I grew up in the Northeast. Right in the heart of the melting pot. I was born in Philadelphia and grew up about 15 miles south, in Wilmington Delaware. My street was populated by the wonderfully colorful characters that area is known to produce. If you were to ride up and down the block I grew up on, you'd find a last name for virtually every ethnicity that came through Ellis Island. Great Old-World sounding names like Ferraro, and Weintgartner and Riccio. Rubelmann and Savage and Jamison. Pennypacker and Lowman and DelVecchio. They came from various areas. The Ferraro's came to the area from the coal country of Pennsylvania, as did the Jamison's and The Wilkins'. The Pennypacker's were from Canada. Mrs. Riccio's father lived with them.

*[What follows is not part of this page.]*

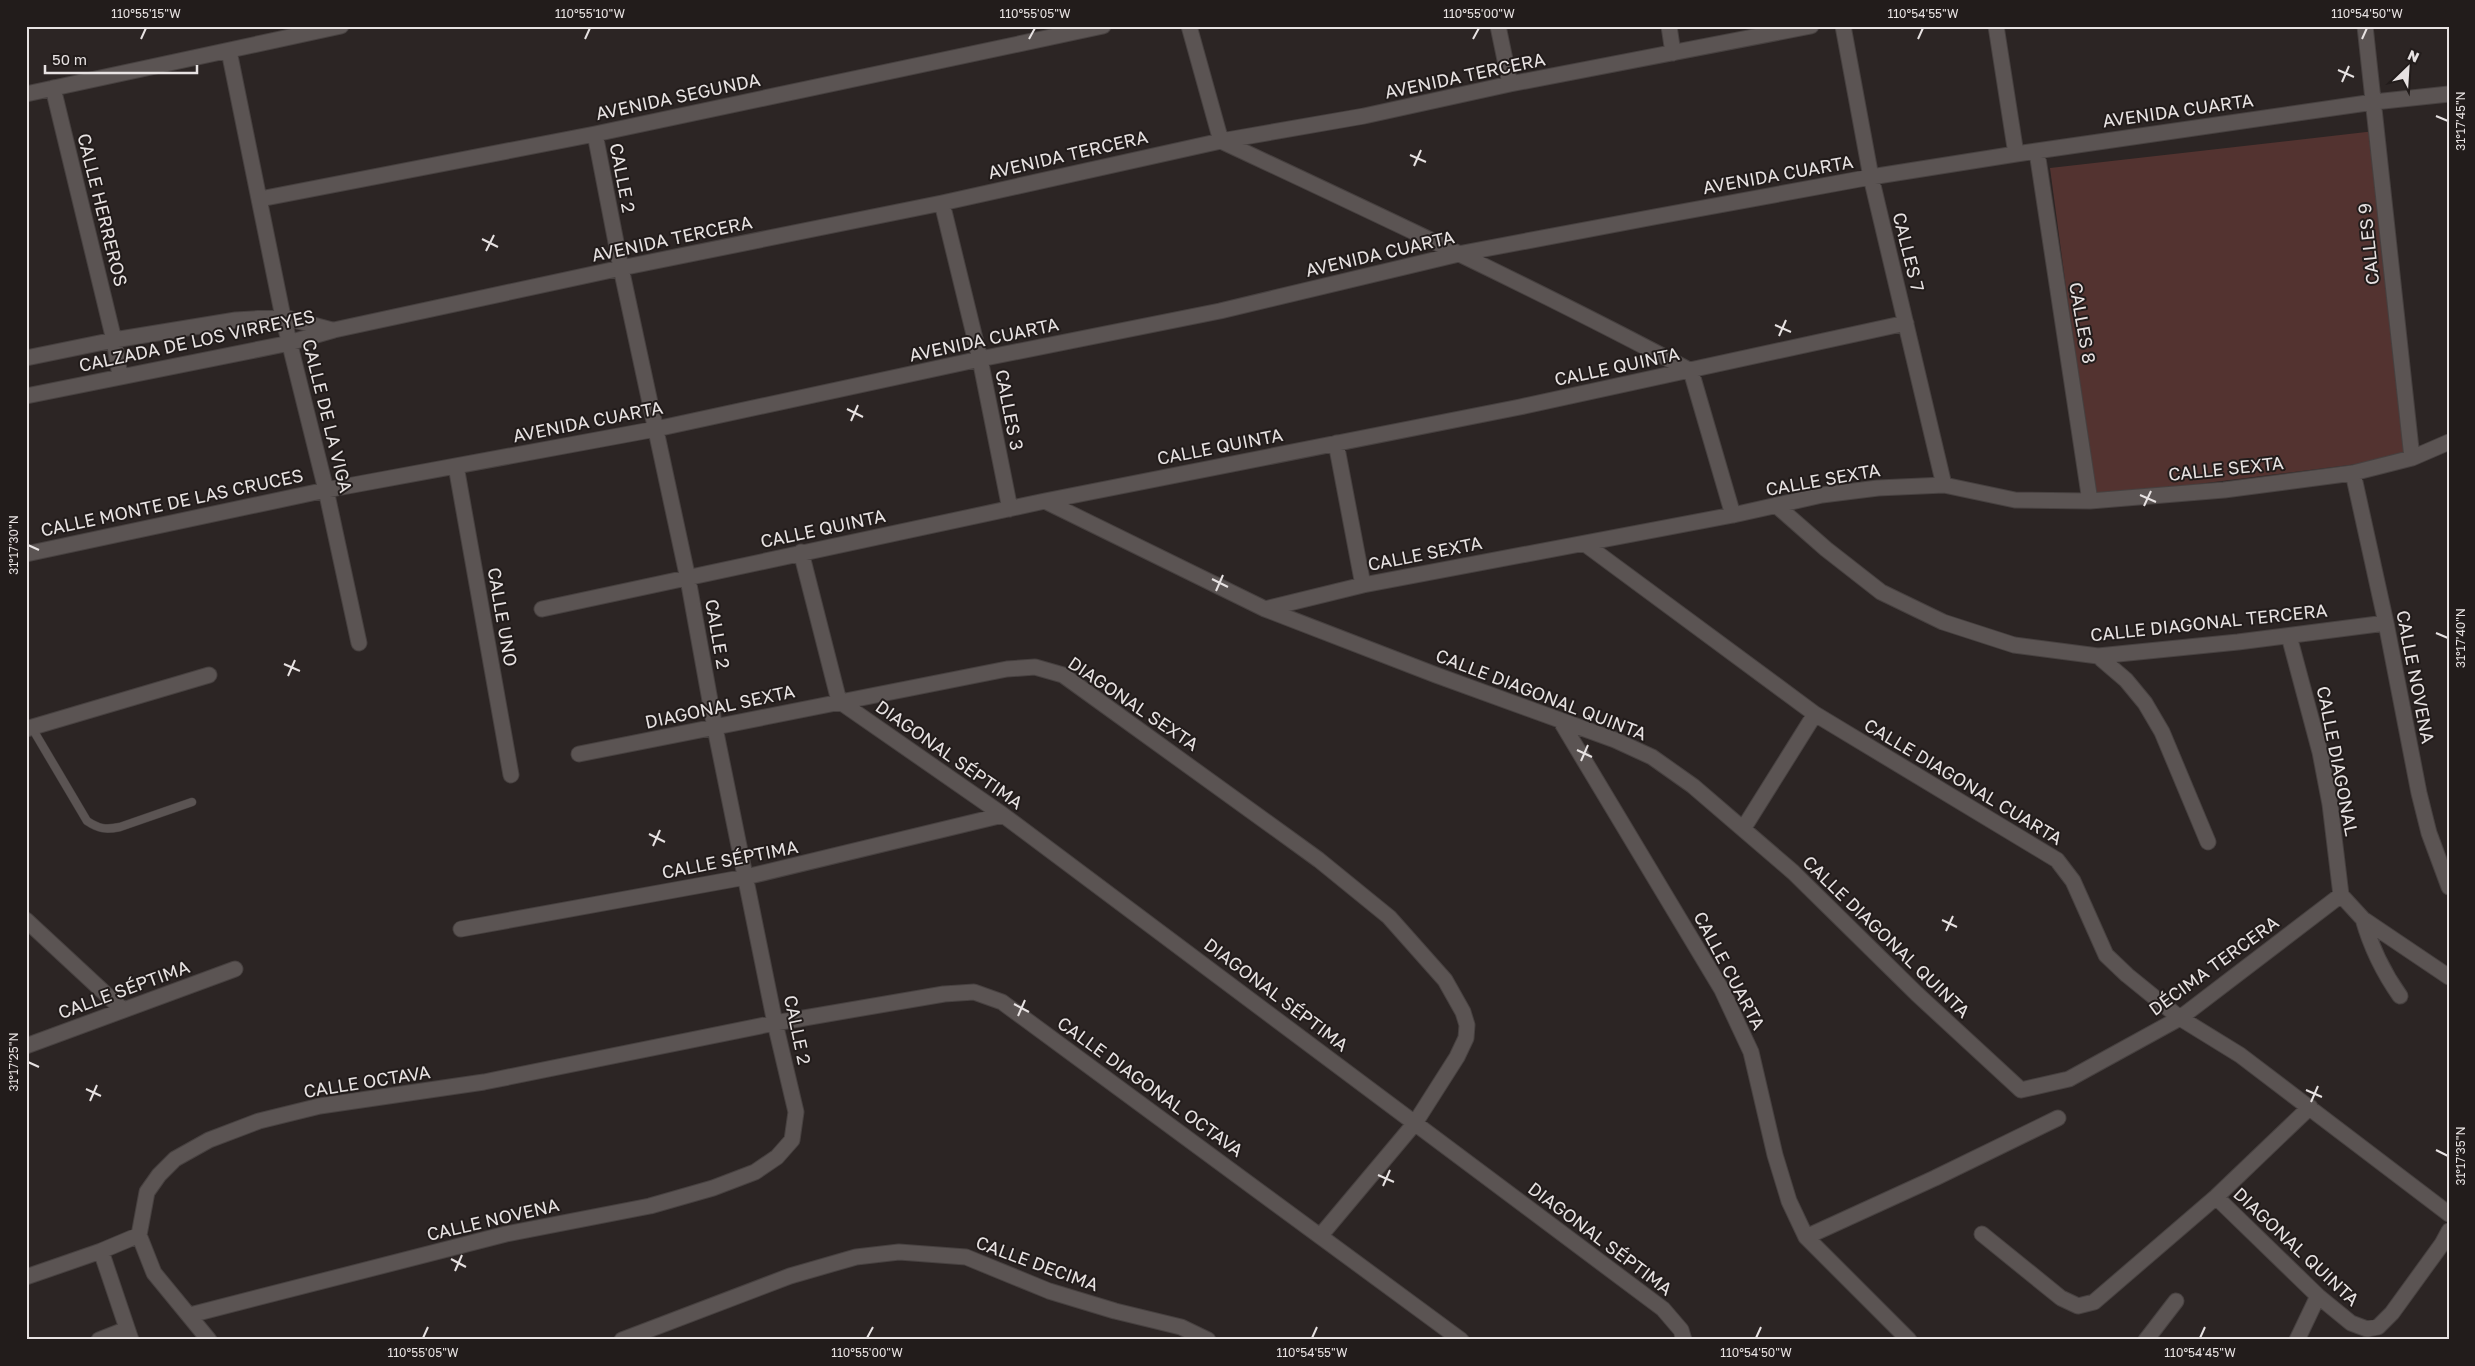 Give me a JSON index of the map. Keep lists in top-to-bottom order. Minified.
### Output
{"streets":{"street":["AVENIDA TERCERA","AVENIDA SEGUNDA","AVENIDA CUARTA","CALLE 2","CALLE HERREROS","CALLES 9","CALLES 7","CALLES 8","CALZADA DE LOS VIRREYES","CALLE QUINTA","CALLES 3","CALLE DE LA VIGA","CALLE SEXTA","CALLE MONTE DE LAS CRUCES","CALLE UNO","CALLE DIAGONAL TERCERA","CALLE NOVENA","CALLE DIAGONAL QUINTA","DIAGONAL SEXTA","DIAGONAL SÉPTIMA","CALLE DIAGONAL","CALLE DIAGONAL CUARTA","CALLE SÉPTIMA","DÉCIMA TERCERA","CALLE CUARTA","CALLE OCTAVA","CALLE DIAGONAL OCTAVA","DIAGONAL QUINTA","CALLE DECIMA"]},"crossings":[["AVENIDA TERCERA","CALLE 2"],["AVENIDA TERCERA","CALZADA DE LOS VIRREYES"],["AVENIDA TERCERA","CALLES 3"],["AVENIDA SEGUNDA","CALLE 2"],["AVENIDA SEGUNDA","CALLE DE LA VIGA"],["AVENIDA CUARTA","CALLE 2"],["AVENIDA CUARTA","CALLES 9"],["AVENIDA CUARTA","CALLES 7"],["AVENIDA CUARTA","CALLES 8"],["AVENIDA CUARTA","CALLES 3"],["AVENIDA CUARTA","CALLE DE LA VIGA"],["AVENIDA CUARTA","CALLE MONTE DE LAS CRUCES"],["AVENIDA CUARTA","CALLE UNO"],["CALLE 2","CALLE QUINTA"],["CALLE 2","CALLE NOVENA"],["CALLE 2","DIAGONAL SEXTA"],["CALLE 2","CALLE SÉPTIMA"],["CALLE 2","CALLE OCTAVA"],["CALLE 2","CALLE DIAGONAL OCTAVA"],["CALLE HERREROS","CALZADA DE LOS VIRREYES"],["CALLES 9","CALLE SEXTA"],["CALLES 7","CALLE QUINTA"],["CALLES 7","CALLE SEXTA"],["CALLES 8","CALLE SEXTA"],["CALZADA DE LOS VIRREYES","CALLE DE LA VIGA"],["CALLE QUINTA","CALLES 3"],["CALLE QUINTA","CALLE DIAGONAL QUINTA"],["CALLE DE LA VIGA","CALLE MONTE DE LAS CRUCES"],["CALLE SEXTA","CALLE DIAGONAL TERCERA"],["CALLE SEXTA","CALLE NOVENA"],["CALLE SEXTA","CALLE DIAGONAL QUINTA"],["CALLE SEXTA","CALLE DIAGONAL CUARTA"],["CALLE DIAGONAL TERCERA","CALLE NOVENA"],["CALLE DIAGONAL TERCERA","CALLE DIAGONAL"],["CALLE DIAGONAL QUINTA","DÉCIMA TERCERA"],["CALLE DIAGONAL QUINTA","CALLE CUARTA"],["DIAGONAL SEXTA","DIAGONAL SÉPTIMA"],["DIAGONAL SEXTA","CALLE DIAGONAL OCTAVA"],["DIAGONAL SÉPTIMA","CALLE SÉPTIMA"],["CALLE DIAGONAL","DÉCIMA TERCERA"],["CALLE DIAGONAL CUARTA","DÉCIMA TERCERA"],["CALLE OCTAVA","CALLE DIAGONAL OCTAVA"]],"scale_bar":"50 m","north":"top right","coordinates":["110°55'15\"W","110°55'10\"W","110°55'05\"W","110°55'00\"W","110°54'55\"W","110°54'50\"W","31°17'45\"N","31°17'30\"N","31°17'40\"N","31°17'25\"N","31°17'35\"N","110°54'45\"W"]}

His name was Frank Dobrowolski, but we all called him "Pops" or as his grandson Tommy called him..."The Old Crabber". My own grandparents on both sides were immigrants. I never met my father's parents but my mother's dad was born on the boat on the way here from the Ukraine. All my neighbors held onto their old world traditions with both hands. Mrs. Ric made kishka and Pizzelles for the holidays. Florence Rubelmann (who was Italian, married to a german) made homemade wine out of frozen Welch's Grape Juice. Mrs. Messick, (whose maiden name was Cataldi and who was pure Sicilian) made the best Italian food on the block. They all ascribed to the immigrants code of hard work. Mr. Riccio held two full time jobs. Mr. Ferraro was a wonderful craftsman who took advantage of every opportunity at the chemical plant where he worked, increased his education and became a plant supervisor. Kevin Messick and I worked at that plant briefly when we were both in our early twenties.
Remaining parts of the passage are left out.